Garcia, limited to ten-to-twenty minute spurts in her earlier matches, played close to 80 against the Hawks. She was lethal controlling the pace along with Daniela Morales Sanchez in the midfield.
"The formation change is going to stay," said Espinoza. "Having Jasmine back from her ACL injury is huge. She feels comfortable on her knee, she's not stressed if it'll hurt, she's 100 percent right now. She's making a huge difference in the middle of the park."
West Valley scored twice early. The red-hot Evelyn Santos missed the opening goal by a matter of fingertips of Las Positas keeper Jordan Tovar, but Ximena Heredia was in the perfect position up top to finish the play.
Minutes later, Morales Sanchez blasted one from outside of the attacking box that slipped through Tovar's hands to double the lead. The owner of a team-high seven assists this season, the goal marked Morales Sanchez's first.
When Las Positas tapped one in near the end of the first half and finished another in the 70th minute, it would have been easy for the Vikings to give in. It was a similar game script to that of the loss to a top-15 Hartnell squad. Especially without star goalie Soleana Chavez, the match presented a tough scenario with all the momentum going the way of the Hawks.
But twice following the equalizer, West Valley's defense stood tall. Goalie Analena Perez, starting in Chavez's spot, parried away a one-on-one attack with Reece Bingham. Off a corner just seconds later, freshman Aubrianna Martinez was heroic, cleaning up a ball that sat on the goal line for an eternity.
"She saved us in the first half," said Espinoza, acknowledging the stellar play of Perez on back-to-back tries early on, "and in the second half she made two saves that really saved the game for us. With [Chavez] getting injured and [Perez] stepping up -- I knew she would be ready. She had some doubts about herself, but she was awesome."
For Perez, the instincts were a matter of confidence.
"She does the training and work," said Espinoza. "I see the work she puts in, and it's just a mental thing. I was a goalkeeper in high school too. We're a different breed. You want the shots on you, you really don't care if they score on you. Your teammates are going to respect you. If a ball goes in badly, they're not going to worry about it."

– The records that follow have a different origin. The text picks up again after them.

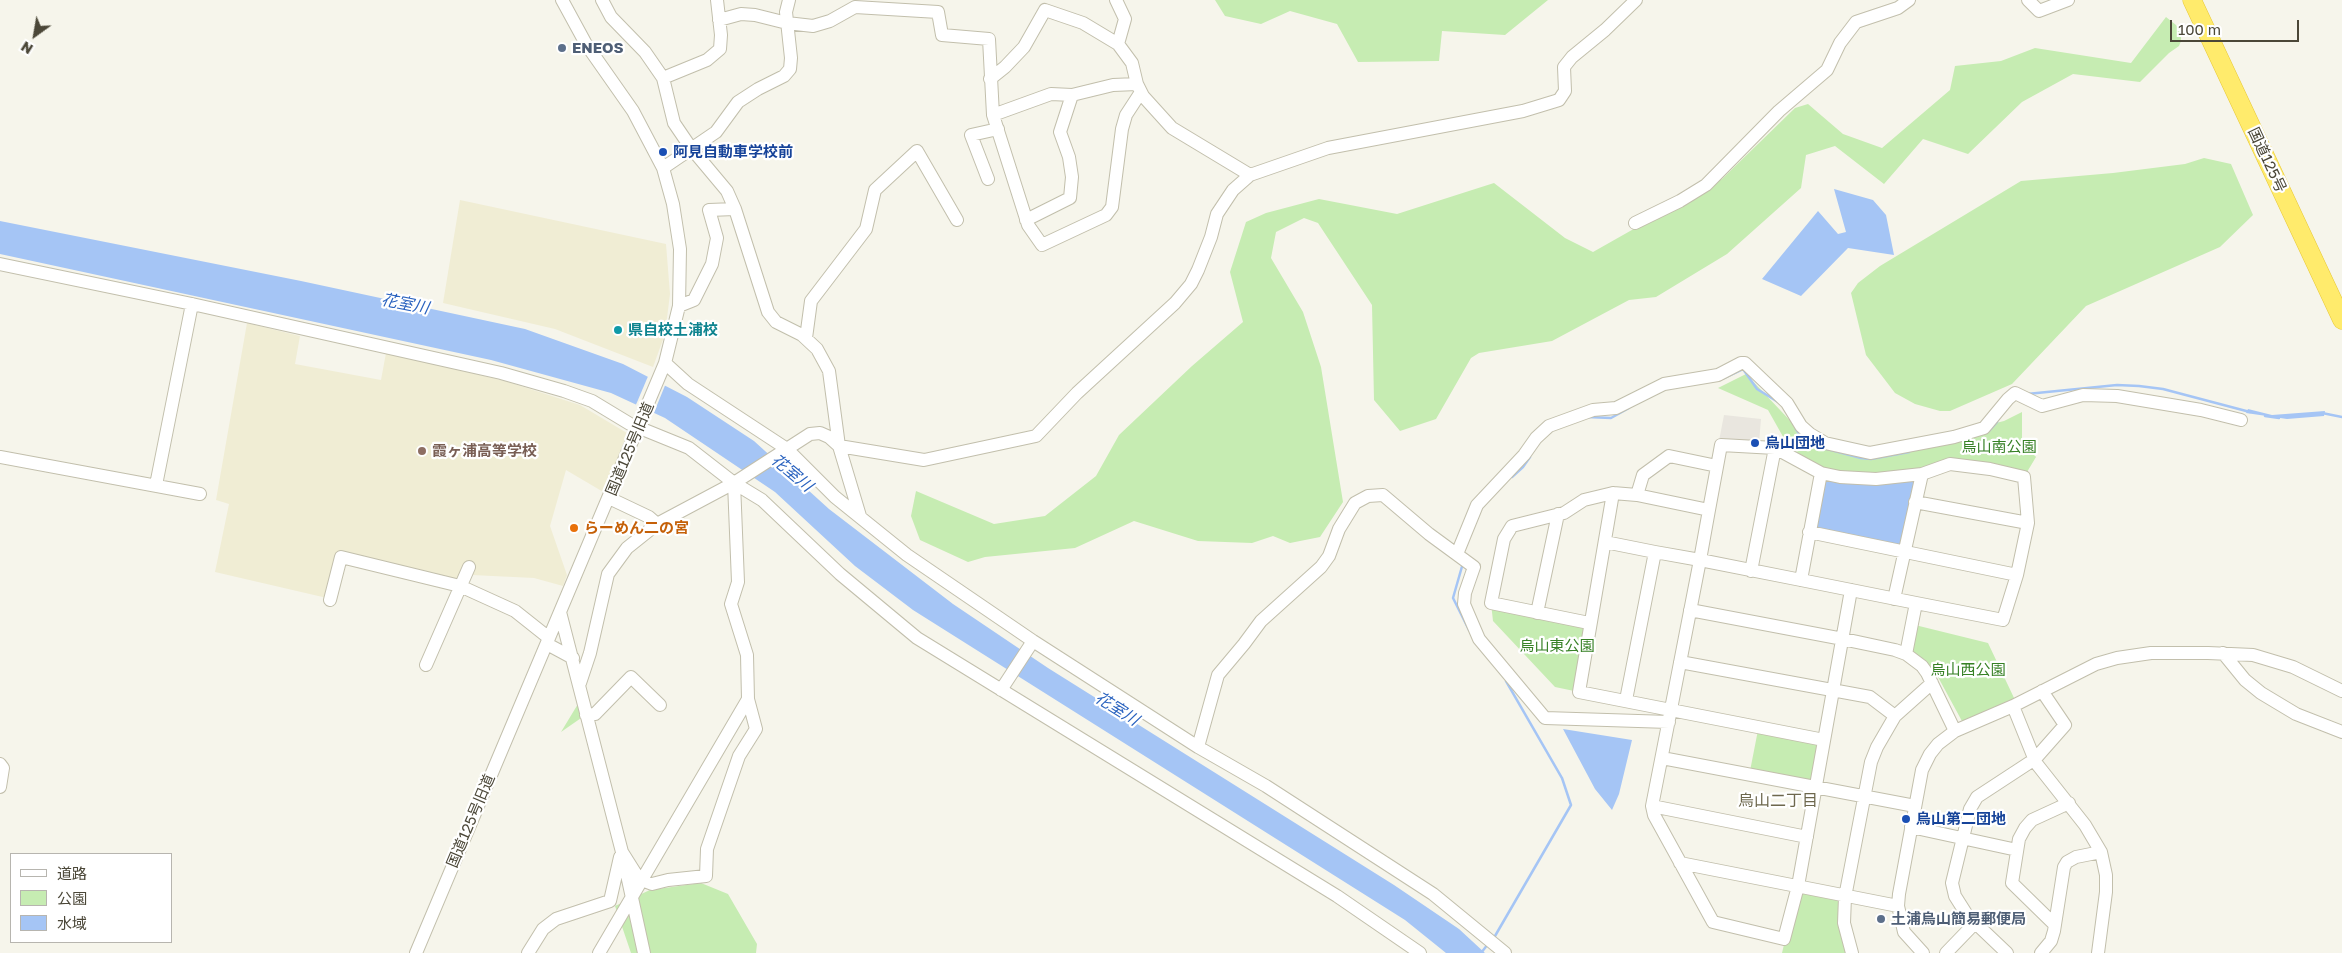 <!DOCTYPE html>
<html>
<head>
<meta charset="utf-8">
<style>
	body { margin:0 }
	#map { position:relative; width:2342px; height:953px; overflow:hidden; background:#f6f5eb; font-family:"Golos Text","Noto Sans JP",sans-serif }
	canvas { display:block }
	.legend { position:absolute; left:10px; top:853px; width:162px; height:90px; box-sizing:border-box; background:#fff; border:1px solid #b7b5af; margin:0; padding:6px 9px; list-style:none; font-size:15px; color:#4b4738 }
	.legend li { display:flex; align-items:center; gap:10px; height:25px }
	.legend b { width:25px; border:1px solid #b7b5af }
	.north { position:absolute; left:10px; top:10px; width:50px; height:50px; -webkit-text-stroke:4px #fff; paint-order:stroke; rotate:212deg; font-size:14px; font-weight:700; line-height:20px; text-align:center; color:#4b4738 }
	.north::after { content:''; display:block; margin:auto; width:18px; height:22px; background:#4b4738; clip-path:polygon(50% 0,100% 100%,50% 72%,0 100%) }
	.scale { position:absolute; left:2170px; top:20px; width:129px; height:22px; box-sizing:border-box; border:2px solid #4b4738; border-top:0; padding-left:6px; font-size:15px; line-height:18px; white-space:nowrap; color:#4b4738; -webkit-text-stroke:4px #fff; paint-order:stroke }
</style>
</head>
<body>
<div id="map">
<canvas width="2342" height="953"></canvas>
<ul class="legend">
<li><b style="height:6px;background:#fff"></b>道路</li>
<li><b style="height:14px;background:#c6ecb2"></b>公園</li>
<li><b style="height:14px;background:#a5c5f5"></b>水域</li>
</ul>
<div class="north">N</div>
<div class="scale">100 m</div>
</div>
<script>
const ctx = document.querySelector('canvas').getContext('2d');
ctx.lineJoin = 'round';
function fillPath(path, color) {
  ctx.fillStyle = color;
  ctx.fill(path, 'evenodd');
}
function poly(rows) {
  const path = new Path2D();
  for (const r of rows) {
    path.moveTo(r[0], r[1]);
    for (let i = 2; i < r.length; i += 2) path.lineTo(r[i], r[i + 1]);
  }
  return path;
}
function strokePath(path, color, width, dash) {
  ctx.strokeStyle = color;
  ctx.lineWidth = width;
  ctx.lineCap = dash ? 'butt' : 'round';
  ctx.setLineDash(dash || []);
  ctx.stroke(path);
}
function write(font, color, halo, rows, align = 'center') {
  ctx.font = font + ' "Golos Text","Noto Sans JP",sans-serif';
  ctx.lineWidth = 4.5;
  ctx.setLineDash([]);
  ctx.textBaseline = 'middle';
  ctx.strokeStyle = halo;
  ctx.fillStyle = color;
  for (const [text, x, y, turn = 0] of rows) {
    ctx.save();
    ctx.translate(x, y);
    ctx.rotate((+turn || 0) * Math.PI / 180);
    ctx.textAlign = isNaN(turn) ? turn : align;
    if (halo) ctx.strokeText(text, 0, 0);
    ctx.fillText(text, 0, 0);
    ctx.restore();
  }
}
fillPath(poly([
	[1724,415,1761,419,1759,443,1719,441]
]), '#e9e6df');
fillPath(poly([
	[460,200,666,244,670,294,665,334,653,367,555,329,443,303],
	[247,323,300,336,295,364,381,380,386,353,505,381,580,405,627,433,605,493,566,470,550,526,567,575,563,586,534,578,472,575,457,584,341,558,327,598,215,572,229,504,216,500]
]), '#f0edd4');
fillPath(poly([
	[1215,0,1548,0,1505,35,1442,31,1439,61,1358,62,1337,24,1290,11,1261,24,1225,16],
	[2166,17,2176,25,2181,33,2181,41,2179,46,2169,53,2140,82,2073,74,2022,102,1968,154,1923,139,1884,184,1835,146,1806,155,1801,188,1727,254,1656,297,1629,300,1552,341,1479,353,1471,358,1436,419,1400,431,1374,400,1372,305,1318,223,1304,218,1276,232,1271,258,1303,312,1321,367,1343,502,1320,537,1290,543,1273,536,1252,543,1198,541,1134,521,1075,548,985,557,968,562,920,540,911,516,916,491,994,524,1045,516,1096,476,1119,435,1192,366,1243,322,1230,272,1246,222,1266,213,1319,199,1397,214,1494,183,1565,238,1593,252,1722,179,1795,108,1808,104,1843,134,1882,148,1950,90,1955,66,2001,61,2035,48,2131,63],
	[2204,158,2231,164,2253,215,2220,247,2086,306,2012,384,1950,411,1940,411,1915,404,1895,393,1866,355,1851,293,1858,283,1880,266,2021,181,2113,173,2185,164],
	[1746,374,1815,447,1883,451,2004,421,2022,412,2022,440,2036,457,2024,477,1950,465,1922,474,1840,477,1795,458,1768,410,1718,388],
	[1491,603,1589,623,1579,692,1555,687,1493,621],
	[1915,625,1988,643,2015,700,1963,723,1938,677,1925,660,1910,650],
	[581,699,584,716,561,732],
	[1758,730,1819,745,1812,784,1750,771],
	[701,883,728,894,757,944,756,953,631,953,615,906,650,890],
	[1798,886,1845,897,1852,953,1782,953]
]), '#c6ecb2');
fillPath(poly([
	[1834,189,1873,200,1886,215,1894,255,1848,248,1801,296,1762,279,1818,211,1838,234,1846,232],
	[0,221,301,281,525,329,623,364,687,397,754,441,829,509,953,604,1048,668,1394,885,1459,929,1485,953,1446,953,1405,920,913,610,855,566,775,492,665,418,611,393,491,360,0,254],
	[2248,409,2272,415,2325,411,2324,416,2287,419,2246,413],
	[1821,470,1840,477,1919,473,1902,550,1808,530],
	[1563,729,1632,740,1619,794,1612,810,1595,789]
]), '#a5c5f5');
fillPath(poly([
	[649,374,666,383,653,415,635,407]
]), '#f6f5eb');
strokePath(poly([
	[1724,378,1743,369,1757,389,1778,402],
	[2027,394,2117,385,2139,386,2163,389,2250,412],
	[2322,413,2342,417],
	[2265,416,2279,418],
	[1587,417,1611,418,1629,408],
	[1796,429,1800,435,1816,446,1861,458,1871,459,1909,452],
	[1989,431,1997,422],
	[1512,477,1523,467,1530,457],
	[1463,563,1453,598,1469,630],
	[1495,936,1571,805,1562,778,1506,681],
	[1481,953,1488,944]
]), '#a5c5f5', 2.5);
const minor = poly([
	[602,0,611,17,645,52,663,78,674,123,691,148,727,191,735,209,768,312,776,322,802,335,817,349,829,371,839,446,860,516],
	[1116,0,1125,19,1118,44],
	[2028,0,2039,11,2068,0],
	[719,20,741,14,755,15,787,23,813,26,830,21,855,7,938,12,942,35,989,39,993,115,1051,94,1072,95,1113,85,1137,84],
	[663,78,707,60,720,49,721,35,717,0],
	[990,79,1005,67,1024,47,1045,10,1083,23,1118,44,1132,63,1137,84,1143,96,1172,128,1250,175],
	[993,115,1028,225,1042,245,1106,215,1112,207,1122,129,1126,115,1141,92],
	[663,168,716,132,738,102,758,89,784,76,790,69,791,58,786,12,789,0],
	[988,179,971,135,998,129],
	[1026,220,1070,198,1072,177,1069,157,1060,132,1072,95],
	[1635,223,1680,201,1706,185,1779,111,1827,70,1840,43,1856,22,1898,8,1909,0],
	[0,264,192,304,501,373,564,391,592,401,630,424,689,448,734,483,762,500,840,574,917,638,1337,896,1420,953],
	[679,306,694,300,712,264,717,238,709,210,735,209],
	[806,338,811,301,866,229,875,190,917,151,957,220],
	[665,363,688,384,787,449,835,497,907,555,1033,641,1198,747,1266,786,1433,894,1505,953],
	[0,457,200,494],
	[156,485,192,304],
	[1613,493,1579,692,1824,740],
	[1637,495,1709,510],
	[609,498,649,517,657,524],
	[1915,502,2028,523],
	[1809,532,2017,575],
	[1605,542,1655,552,1700,560,1801,580,1916,603,2003,620,2017,575,2028,523,2024,477,1990,469,1950,464,1922,474,1876,479,1840,477,1821,473,1775,448,1721,445,1709,510,1700,560,1671,709,1652,806,1654,815,1713,922,1784,939,1798,886,1851,590],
	[1457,554,1477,505,1524,455,1536,438,1549,426,1593,410,1616,408,1664,384,1718,375,1741,363,1745,363,1787,403,1801,426,1810,434,1825,443,1870,453,1954,437,1984,428,2008,399,2015,393,2042,406,2083,395,2117,396,2201,410,2241,420],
	[1751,571,1775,448],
	[1801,580,1821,473],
	[1894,599,1922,474],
	[330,600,341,557,460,586,515,611,549,638],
	[1690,610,1843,639,1895,650,1906,654,1922,666,1927,673,1955,731],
	[560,612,622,852,644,953],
	[1537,613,1558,514],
	[1589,623,1491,603,1504,539,1512,526,1564,513,1584,500,1613,493,1637,495,1643,475,1669,456,1717,466],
	[547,644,573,658],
	[2223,653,2245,680,2261,693,2296,714,2342,732],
	[1906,654,1916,603],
	[1680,662,1870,697,1895,716],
	[426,665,469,567],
	[580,683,590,653,608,574,627,548,657,524,734,483,810,434,820,433,829,437,839,446,924,460,1036,436,1077,393,1175,303,1191,284,1198,270,1211,237,1217,214,1233,190,1250,175,1328,148,1523,111,1559,100,1565,91,1564,67,1572,57,1605,30,1636,0],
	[1001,690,1033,641],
	[1626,700,1655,552],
	[2013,706,2036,763,2085,825,2101,852,2106,875,2106,892,2098,953],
	[586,715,595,714,631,677,660,705],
	[1198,747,1218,675,1244,644,1261,621,1321,567,1329,556,1339,529,1355,503,1368,496,1383,495,1429,534,1474,567,1465,593,1464,604,1479,639,1545,718,1669,722],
	[1662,758,1915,806],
	[0,764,3,768,0,787],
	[1652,806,1807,837],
	[1911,827,2017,850],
	[622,852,639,879,652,884,668,880,706,876,707,849,739,756,756,729,748,699,747,655,731,604,738,582,734,483],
	[1680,863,1898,906],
	[2055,925,2012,883,2019,839,2025,828,2032,820,2069,803],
	[416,953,665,363,679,306,680,249,673,204,663,168,633,111,586,44,562,0],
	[528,953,543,929,556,919,610,901,620,857],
	[599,953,748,699],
	[1852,953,1844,923,1845,897,1871,762,1877,747,1895,716,1932,683],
	[1923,953,1904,932,1898,906,1899,894,1922,770,1930,754,1938,744,1955,731,2013,706,2096,664,2117,658,2151,653,2208,653,2253,655,2293,667,2342,691],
	[1946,953,1975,923],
	[2007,953,1967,915,1955,896,1952,883,1970,809,1977,797,2035,759,2065,725,2042,691],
	[2041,953,2051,941,2054,931,2064,867,2067,862,2076,857,2101,852]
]);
const highway = poly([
	[2192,0,2342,320]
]);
strokePath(minor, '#c2bfac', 14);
strokePath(highway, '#e7c734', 19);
strokePath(minor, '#fff', 12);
strokePath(highway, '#ffeb6c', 18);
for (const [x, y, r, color] of [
	[562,48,5,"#5c6f8a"],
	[663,152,5,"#1a4fb4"],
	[618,330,5,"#0f9aa8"],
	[1755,443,5,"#1a4fb4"],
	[422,451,5,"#8d6e63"],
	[574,528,5,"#e8710a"],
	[1906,819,5,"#1a4fb4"],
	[1881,919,5,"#5c6f8a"]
]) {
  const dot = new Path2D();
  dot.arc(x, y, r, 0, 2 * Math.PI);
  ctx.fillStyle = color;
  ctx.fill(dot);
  strokePath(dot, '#fff', 2);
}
write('bold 15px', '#4e5e75', '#fff', [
	["ENEOS",572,48],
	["土浦烏山簡易郵便局",1891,919]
], 'left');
write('bold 15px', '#164399', '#fff', [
	["阿見自動車学校前",673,152],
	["烏山団地",1765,443],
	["烏山第二団地",1916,819]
], 'left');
write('15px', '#4b4738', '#fff', [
	["国道125号",2267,160,65],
	["国道125号旧道",630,449,-67],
	["国道125号旧道",471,821,-67]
]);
write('bold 15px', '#0d838f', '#fff', [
	["県自校土浦校",628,330]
], 'left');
write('15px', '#378126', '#fff', [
	["烏山南公園",1999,447],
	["烏山東公園",1557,646],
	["烏山西公園",1968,670]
]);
write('bold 15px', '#785e54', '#fff', [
	["霞ヶ浦高等学校",432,451]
], 'left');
write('bold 15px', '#c56008', '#fff', [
	["らーめん二の宮",584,528]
], 'left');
write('italic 16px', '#2962bf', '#fff', [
	["花室川",405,304,11],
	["花室川",792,473,40],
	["花室川",1117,709,32]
]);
write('16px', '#6e684e', '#fff', [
	["烏山二丁目",1778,801]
]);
</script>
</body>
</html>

Sometimes, the saying "defense turns into offense" is overused. But the Vikings took their defensive intensity and ran with it. On an even three-on-three counter, Santos took the top off the defense from to the right side of the box and found Heredia, who dropped a perfect ball to the back post to find a waiting Santos, who gave West Valley the lead.
"That's part of the change of the formation," said Espinoza, "to get Ximena and Evelyn up top together. That have that chemistry, they have it at practice. And now it's showing up in the game. They don't even need to have any verbal communication, they just instinctively know where they're at, and now it's showing."
Nine minutes later, off an in-swinging corner from Rodriguez, Santos created space outside of the mixer and planted the dagger, curling the finish past Tovar. It's a goal that has become Santos' signature, almost directly mirroring one she had to finish the half against Hartnell.
While Heredia has been getting the scoring attention, and rightfully so, it's Santos who has dominated of late. She's got six goals over her last seven matches, also adding four assists in that stretch.
With momentum back on the Vikings' side, they have two more matches against teams near the bottom of their respective tables. First, on the road on Tuesday to take on Skyline.